The biggest concern about Bateman may be his relatively small frame and some scouts question whether he’ll be able to hold up to the physical pounding he’ll get in the NFL.
Bateman would be a great fit in the Matt LaFleur offense and he could have an impact on the Green Bay offense early in his career.
Terrace Marshall Jr., LSU
Marshall has the height the Packers like at 6’3” and he has been timed at 4.46 in the 40 so he also has great speed. The former LSU star also has soft hands but drops some passes due to a lack of concentration and that is a concern for some scouts.
In 2019, Marshall was a complimentary receiver but last year, he was the featured wideout and he seemed completely comfortable in that role. Marshall can play both outside and in the slot.
He may need to work on his running after the catch but overall, Marshall’s size, speed and hands make him a strong prospect who can be a dangerous weapon in the NFL once he gets comfortable.
Kadarius Toney, Florida
Toney is at his best when lining up in the slot. His 4.43 speed makes him a dangerous weapon whenever he gets on the field and defenses need to account for him at all times. He is very good at gaining separation from defenders when running his routes.
Because he is only 5’10”, he can be frustrated by press man coverage at time and this is something he will have to work on when he gets to the NFL.
Toney has played running back before and is a threat to break a long play after the catch. He doesn’t have as much experience as a receiver and some scouts consider him more of an “athlete” than a pure wideout.
The Packers have a need for a receiver with Toney’s skill set in the slot and he may be a good fit in Green Bay.
Rondale Moore, Purdue
Injuries have felled Moore the past two years and have limited him to seven total games over the last two seasons. In 2018, his freshman year, Moore was outstanding catching 114 passes for 1,258 yards and 12 touchdowns.
Moore also excels as a return specialist and the Packers certainly have a need at that position. Moore could easily play the Tyler Ervin role in the offense, running jet sweeps and screens or he can line up in the slot. He also changes direction very well and that makes him an elusive when the ball is in his hands and an effective route runner.
He’s only listed at 5’9” and 180 pounds so durability may be an issue although he does have good strength for his size.
If his medicals check out and he lands in the right system, Moore can be a dangerous weapon who can make 7-10 touches per game and create big plays for his team.

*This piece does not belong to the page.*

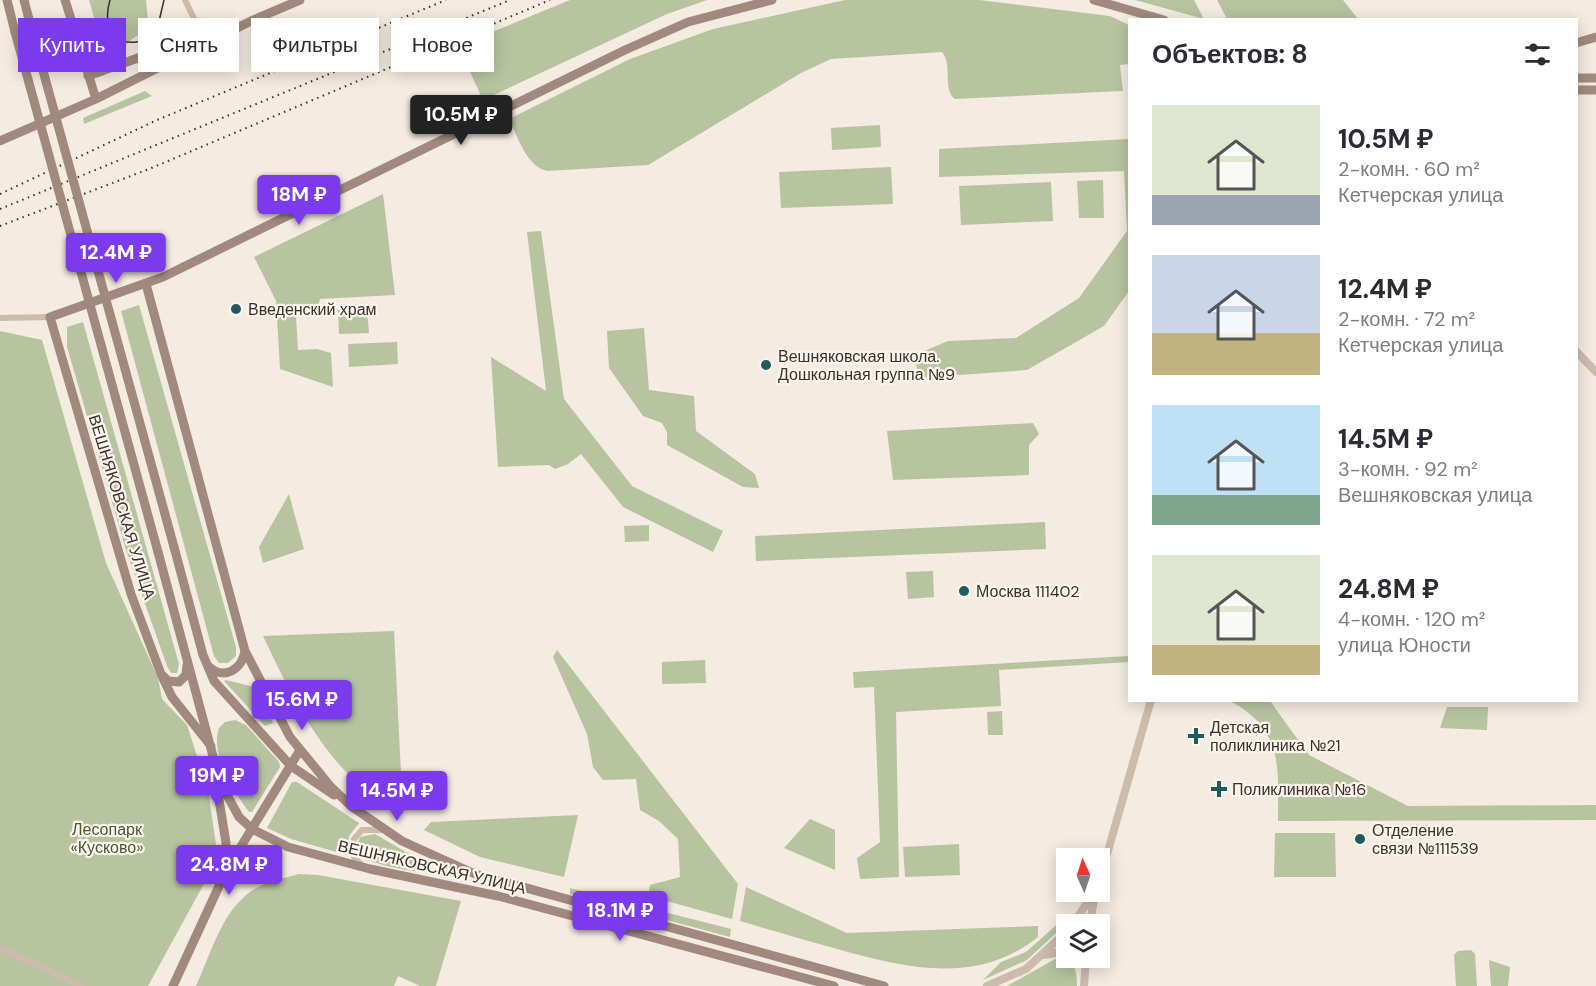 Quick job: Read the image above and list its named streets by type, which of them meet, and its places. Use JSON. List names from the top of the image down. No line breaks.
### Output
{"streets":{"main road":["ВЕШНЯКОВСКАЯ УЛИЦА"]},"parks":["Лесопарк «Кусково»"],"places":{"other":["Введенский храм","Вешняковская школа. Дошкольная группа №9","Москва 111402","Отделение связи №111539"],"health":["Детская поликлиника №21","Поликлиника №16"]},"north":"top","page":{"chip":["Купить","Снять","Фильтры","Новое"],"heading":"Объектов: 8","list":[{"name":"10.5M ₽","note":"2-комн. · 60 m² · Кетчерская улица"},{"name":"12.4M ₽","note":"2-комн. · 72 m² · Кетчерская улица"},{"name":"14.5M ₽","note":"3-комн. · 92 m² · Вешняковская улица"},{"name":"24.8M ₽","note":"4-комн. · 120 m² · улица Юности"}],"price":["10.5M ₽","18M ₽","12.4M ₽","15.6M ₽","19M ₽","14.5M ₽","24.8M ₽","18.1M ₽"]}}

Dyami Brown, North Carolina
Brown has good deep speed and excels at making adjustments to the ball in midair. He plays very well against zone defenses and knows how to find the weakness in the zone and make catches between defenders. Brown can also play either in the slot or on the perimeter.
In college, Brown was a consistent deep threat and averaged 20.1-yards per catch while coring 20 touchdowns in 24 games at UNC.
Brown will need to improve his consistency with his hands and he only ran limited patterns in college, so his adjustment to the NFL may take a little longer than some of the other players on this list. Still, his speed, football intelligence and versatility should make him a solid prospect in the first or second round of this year’s draft.